Alle mogelijke materialen en methoden gebruikt hij, krijt, potlood, pastel, pen, roet, vegen, krassen, ophogen met wit, gekleurd papier, het penseel, de dekverf. Nooit rust de hand, altijd is ze in beweging, tekenen want het oog beveelt. Niet slaafs echter, is het slaafs eerst vlekken te maken dan licht op een witte lap, het wordt een vrouw, maar, Alexander Cozens wist het reeds, met vlekken kun je ruimte geven, suggereren, ontsnappen aan het te begrensde stuk papier.
Er is, afgezien van de Frederik de Grote-liefhebberij, één onderwerp dat steeds weer terugkeert in de Menzel-tekeningen zoals bij Degas het paard en de dans, bij Menzel is het de muziek. Naast het eigen beeldende werk kende Menzel maar één werkelijk diepgaand genoegen, het luisteren naar muziek. Geen uitvoering van het Joachim-kwartet sloeg hij over, vele van zijn vrienden waren muzikaal begaafd, ik denk o.a. aan de Meyerheims. Zijn zuster speelde piano, zijn broer, zijn zwager was directeur van een muziekschool. Deze belangstelling, we vinden het terug in de tekeningen, de virtuoos Joachim met zijn viool, Clara Schumann op een pastel, de Meyerheims, ze spelen trio, zijn broer, zijn zuster achter de piano, eenzaam een silhouet in het halflicht: zwager Krigar aan de vleugel.
Mensen die muziek maken, mensen die naar muziek luisteren; er is dat driedubbel-portret van Louis von Wildenbruch, ik denk een familielid van de schrijver Ernst von Wildenbruch, de man van het Heksenlied, een verloren luisteraar deze Louis von Wildenbruch, meegenomen door de klank van de viool.
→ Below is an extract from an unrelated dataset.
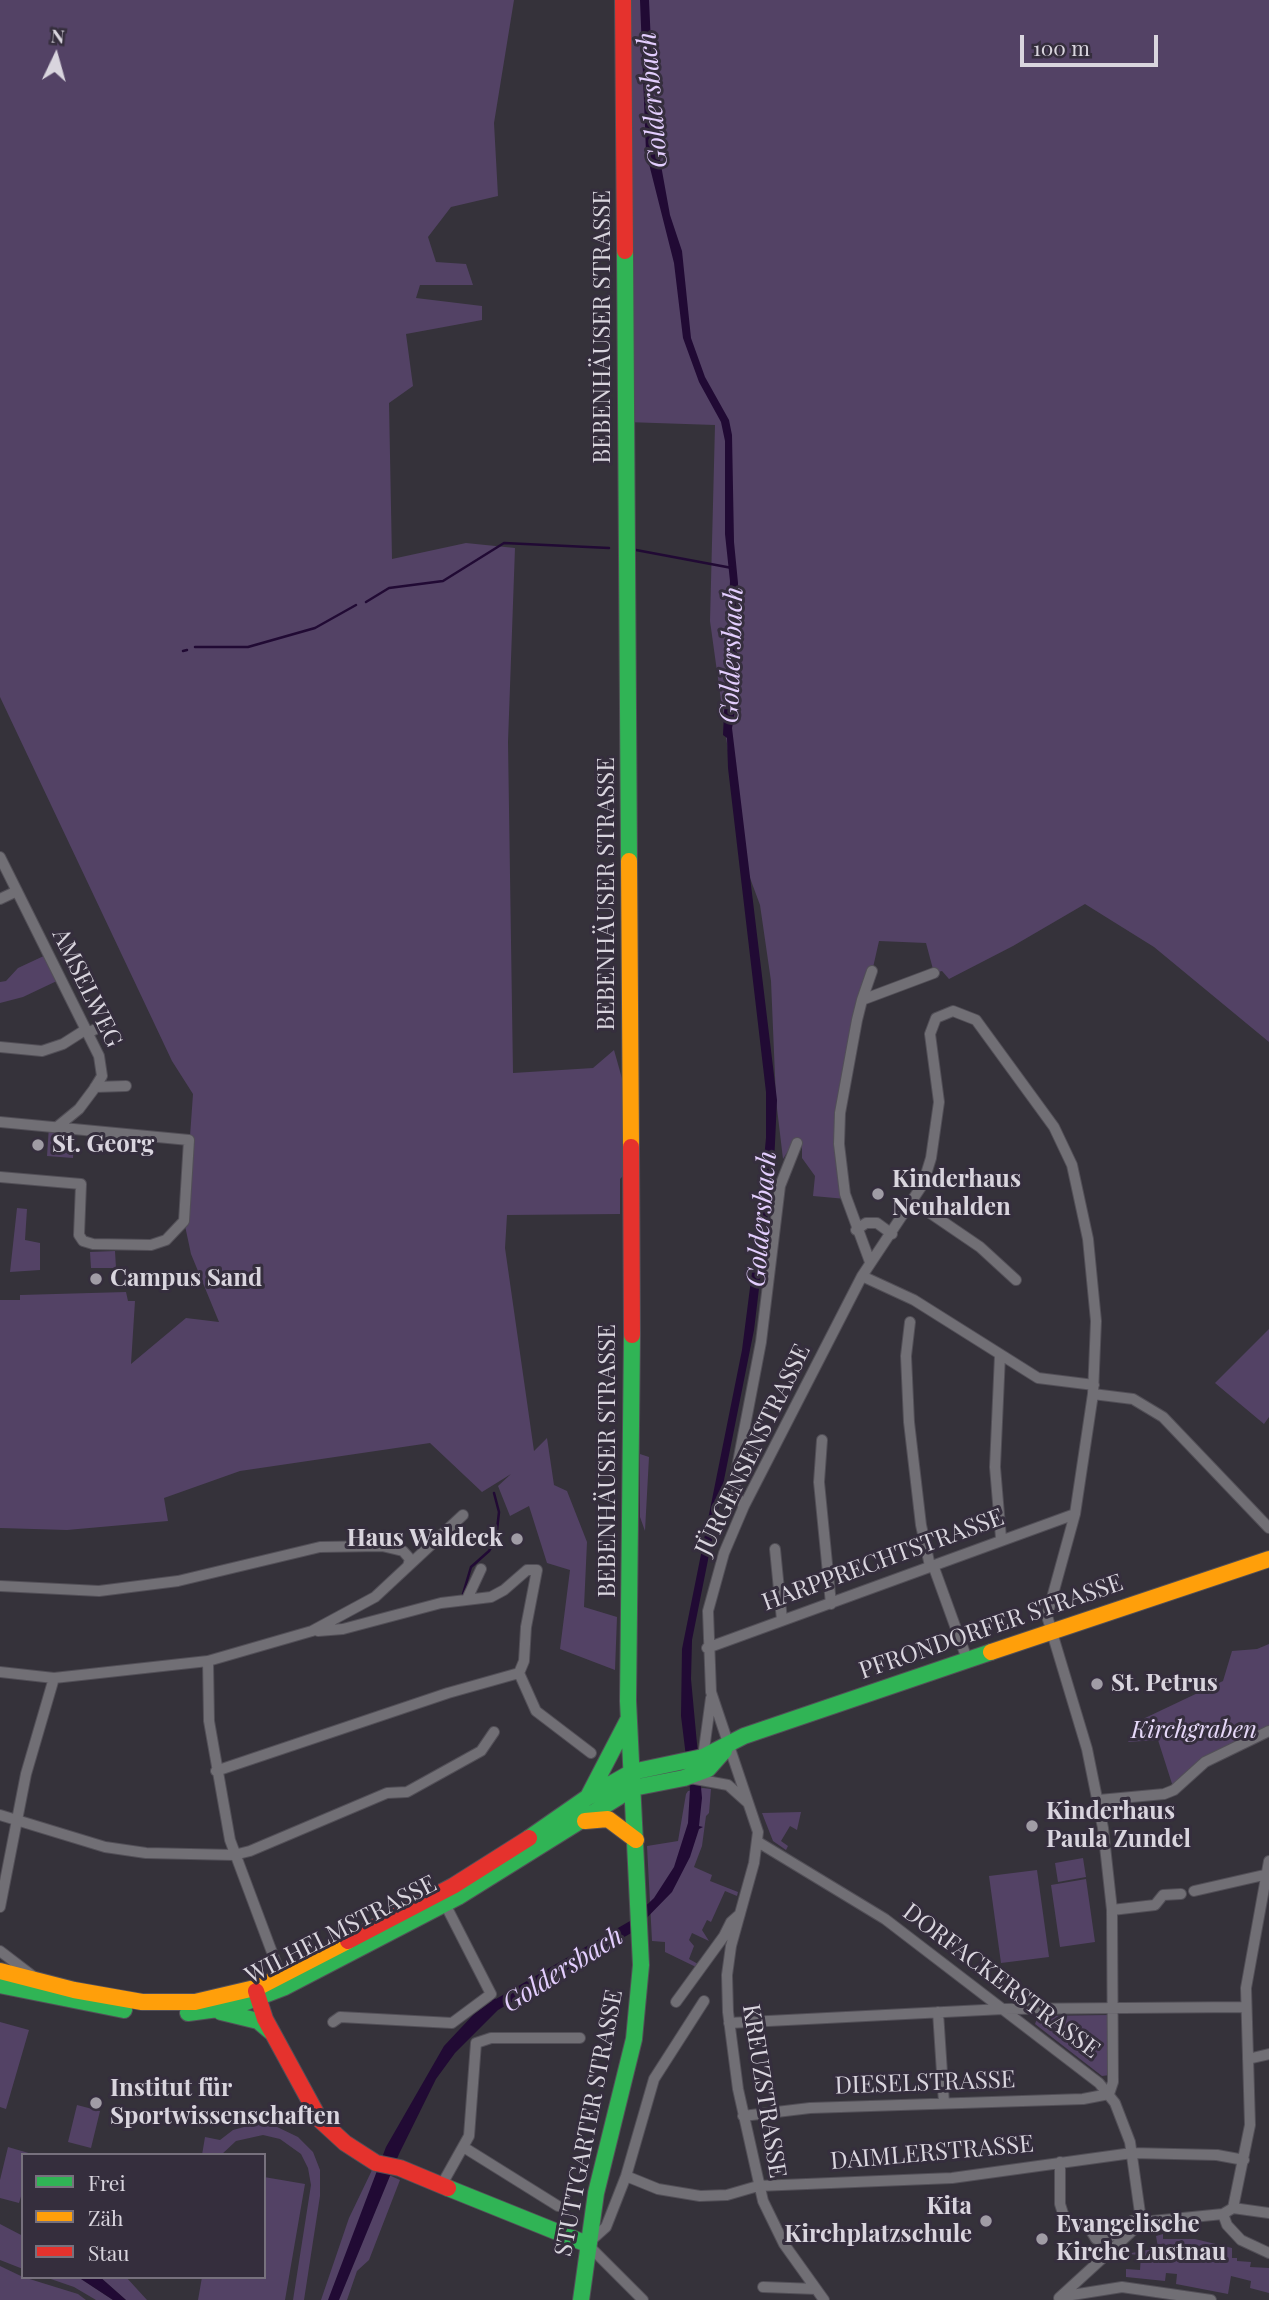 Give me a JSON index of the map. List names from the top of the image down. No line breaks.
{"streets":{"main road":["BEBENHÄUSER STRASSE","PFRONDORFER STRASSE","WILHELMSTRASSE","STUTTGARTER STRASSE"],"street":["AMSELWEG","JÜRGENSENSTRASSE","HARPPRECHTSTRASSE","DORFACKERSTRASSE","DIESELSTRASSE","KREUZSTRASSE","DAIMLERSTRASSE"]},"crossings":[["BEBENHÄUSER STRASSE","PFRONDORFER STRASSE"],["BEBENHÄUSER STRASSE","WILHELMSTRASSE"],["BEBENHÄUSER STRASSE","STUTTGARTER STRASSE"],["JÜRGENSENSTRASSE","HARPPRECHTSTRASSE"],["JÜRGENSENSTRASSE","PFRONDORFER STRASSE"],["JÜRGENSENSTRASSE","KREUZSTRASSE"],["PFRONDORFER STRASSE","WILHELMSTRASSE"],["PFRONDORFER STRASSE","KREUZSTRASSE"],["PFRONDORFER STRASSE","STUTTGARTER STRASSE"],["WILHELMSTRASSE","STUTTGARTER STRASSE"],["DORFACKERSTRASSE","DIESELSTRASSE"],["DORFACKERSTRASSE","KREUZSTRASSE"],["DORFACKERSTRASSE","DAIMLERSTRASSE"],["DIESELSTRASSE","KREUZSTRASSE"],["KREUZSTRASSE","DAIMLERSTRASSE"]],"water":["Goldersbach"],"parks":["Kirchgraben"],"places":["St. Georg","Kinderhaus Neuhalden","Campus Sand","Haus Waldeck","St. Petrus","Kinderhaus Paula Zundel","Institut für Sportwissenschaften","Kita Kirchplatzschule","Evangelische Kirche Lustnau"],"legend":["Frei","Zäh","Stau"],"scale_bar":"100 m","north":"top"}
Het zijn niet alleen uitbeeldingen echter van muziekliefhebbers en muzikanten, er is meer, de muziek zelf zit in de tekeningen, in de lijn, in de uitvoering.
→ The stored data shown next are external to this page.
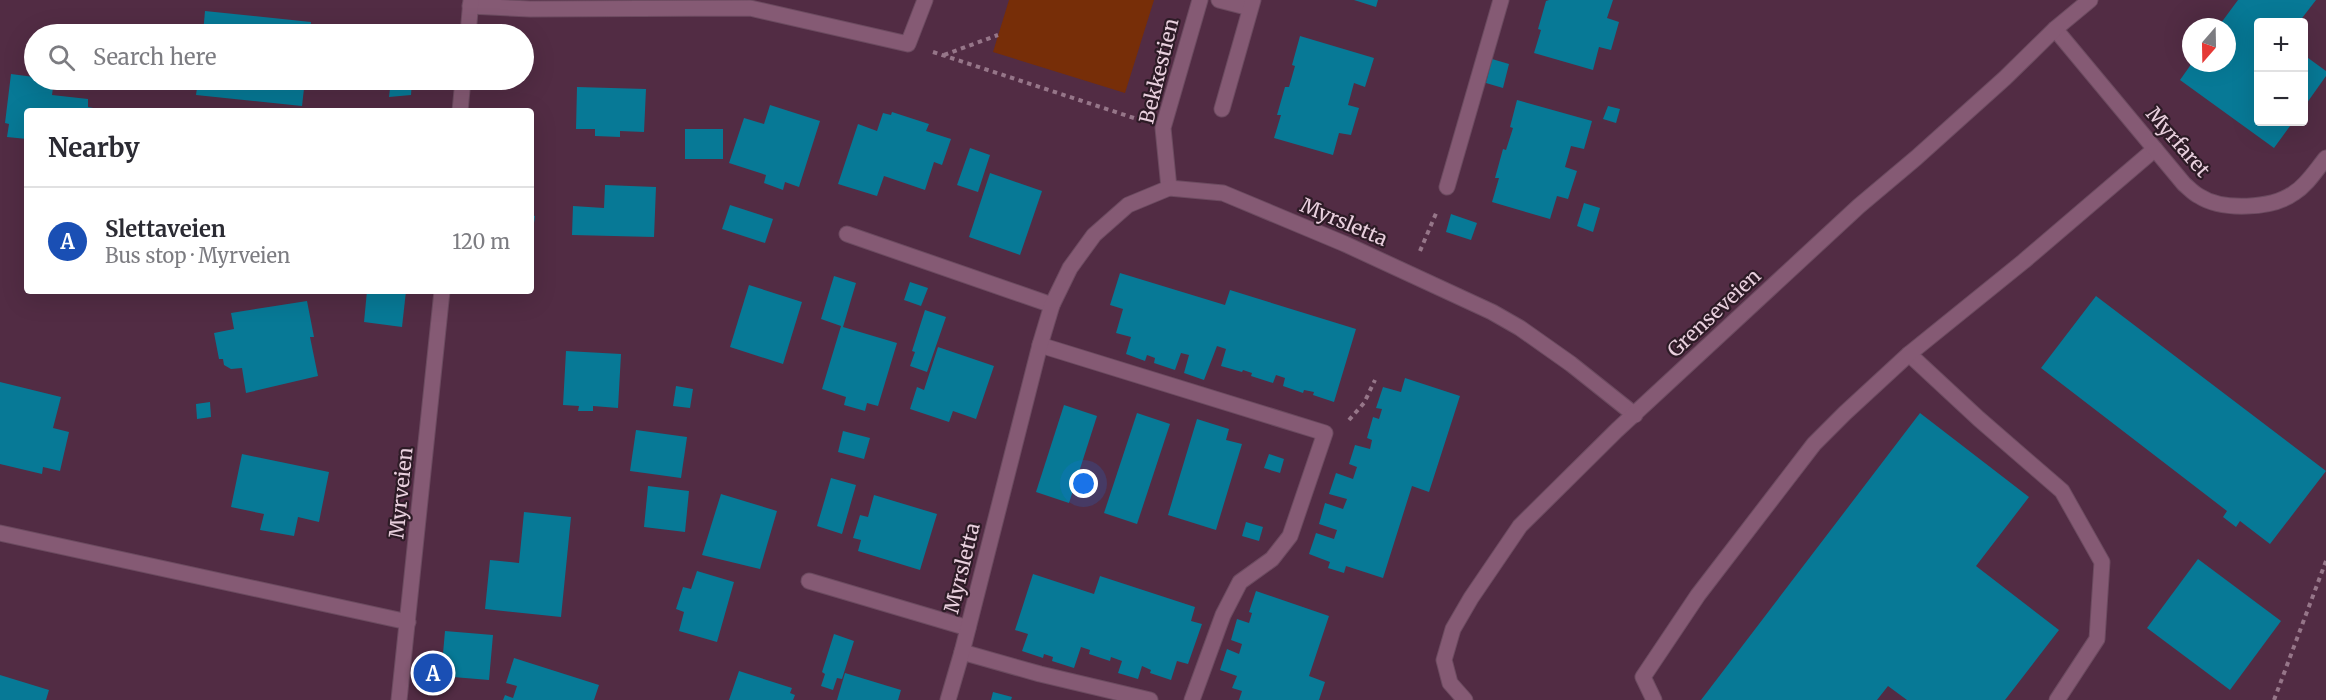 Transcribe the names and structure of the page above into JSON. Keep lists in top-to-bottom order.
{
  "streets": {
    "street": [
      "Bekkestien",
      "Myrfaret",
      "Myrsletta",
      "Grenseveien",
      "Myrveien"
    ]
  },
  "crossings": [
    ["Bekkestien", "Myrsletta"],
    ["Myrfaret", "Grenseveien"],
    ["Myrsletta", "Grenseveien"]
  ],
  "north": "bottom",
  "page": {
    "map_buttons": ["+", "−"],
    "search": "Search here",
    "heading": "Nearby",
    "list": [
      {
        "mark": "A",
        "name": "Slettaveien",
        "note": "Bus stop · Myrveien",
        "value": "120 m"
      }
    ],
    "pins": "A"
  }
}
En dat is ook het geval bij tekeningen die de muziek helemaal niet tot onderwerp hebben, zo'n portretstudie van graaf Schwerin, een voorstudie voor de statieopdracht de kroning van Wilhelm de Eerste te Koningsbergen, streeft mijns inziens naar het muzikale. Late Beethovenkwartetten, dat is voor mij een vergelijking als ik Menzels uitvoerigste tekeningen met hun experimenteel materiaal-gebruik, hun onverwachte compositie, in gedachten neem; pianowerken van Robert Schumann, daar moet ik aan denken als ik naar Menzels ritmische lijnenspel, zijn grillige belichtingseffecten kijk. Streven naar muziek, Baudelaire zei het reeds, dat was het kenmerk van de scherpste beeldende uitingen van zijn tijd. Walter Pater herhaalde het nog eens, we zitten dan al in de jaren 1870/80.
Menzel was een meester die daaraan beantwoordde: de nocturne en het muzikale, het zijn twee kenmerken van zijn oeuvre.